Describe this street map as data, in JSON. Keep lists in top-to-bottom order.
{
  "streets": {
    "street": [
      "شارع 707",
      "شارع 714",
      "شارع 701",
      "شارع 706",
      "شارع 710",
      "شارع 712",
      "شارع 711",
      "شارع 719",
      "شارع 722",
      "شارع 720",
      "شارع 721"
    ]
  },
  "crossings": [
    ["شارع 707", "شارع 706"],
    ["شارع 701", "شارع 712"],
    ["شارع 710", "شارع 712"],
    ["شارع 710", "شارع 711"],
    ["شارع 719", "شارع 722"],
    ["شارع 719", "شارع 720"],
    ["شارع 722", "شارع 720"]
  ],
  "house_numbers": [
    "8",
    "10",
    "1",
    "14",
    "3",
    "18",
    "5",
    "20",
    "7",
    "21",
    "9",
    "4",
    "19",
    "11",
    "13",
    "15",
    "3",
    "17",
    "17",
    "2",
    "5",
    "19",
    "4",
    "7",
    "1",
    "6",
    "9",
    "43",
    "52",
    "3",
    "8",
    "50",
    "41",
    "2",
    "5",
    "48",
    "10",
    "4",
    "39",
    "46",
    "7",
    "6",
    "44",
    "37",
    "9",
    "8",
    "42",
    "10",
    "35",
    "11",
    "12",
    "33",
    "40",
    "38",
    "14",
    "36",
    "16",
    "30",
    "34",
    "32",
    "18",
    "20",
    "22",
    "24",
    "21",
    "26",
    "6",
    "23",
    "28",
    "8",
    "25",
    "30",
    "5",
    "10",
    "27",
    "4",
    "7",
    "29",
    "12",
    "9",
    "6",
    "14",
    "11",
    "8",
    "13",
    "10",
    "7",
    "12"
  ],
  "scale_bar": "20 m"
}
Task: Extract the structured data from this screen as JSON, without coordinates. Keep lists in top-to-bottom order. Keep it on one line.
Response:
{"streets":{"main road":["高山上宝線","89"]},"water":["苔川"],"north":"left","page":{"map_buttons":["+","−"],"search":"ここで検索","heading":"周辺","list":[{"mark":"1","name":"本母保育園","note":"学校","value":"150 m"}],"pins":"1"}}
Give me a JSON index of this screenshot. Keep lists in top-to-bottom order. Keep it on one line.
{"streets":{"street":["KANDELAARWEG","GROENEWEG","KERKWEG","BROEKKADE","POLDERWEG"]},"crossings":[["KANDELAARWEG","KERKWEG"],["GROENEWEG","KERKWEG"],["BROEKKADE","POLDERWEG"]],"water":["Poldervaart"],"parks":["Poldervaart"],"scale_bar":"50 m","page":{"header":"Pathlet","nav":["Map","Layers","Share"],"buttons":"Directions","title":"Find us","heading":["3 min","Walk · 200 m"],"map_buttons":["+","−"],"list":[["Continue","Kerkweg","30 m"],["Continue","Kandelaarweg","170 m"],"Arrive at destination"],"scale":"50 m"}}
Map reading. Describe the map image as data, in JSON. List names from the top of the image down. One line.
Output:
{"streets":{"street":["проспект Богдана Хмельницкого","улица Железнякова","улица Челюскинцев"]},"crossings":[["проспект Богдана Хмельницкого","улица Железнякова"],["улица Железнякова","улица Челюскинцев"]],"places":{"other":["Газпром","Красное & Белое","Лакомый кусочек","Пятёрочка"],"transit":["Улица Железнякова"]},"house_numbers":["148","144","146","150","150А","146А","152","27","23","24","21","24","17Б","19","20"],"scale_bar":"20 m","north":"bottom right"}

....................

- **WHAT IS EXPECTED**: Only one number is wanted: the number of lines in the listing that contain the string "from".

- **REPLY**: 2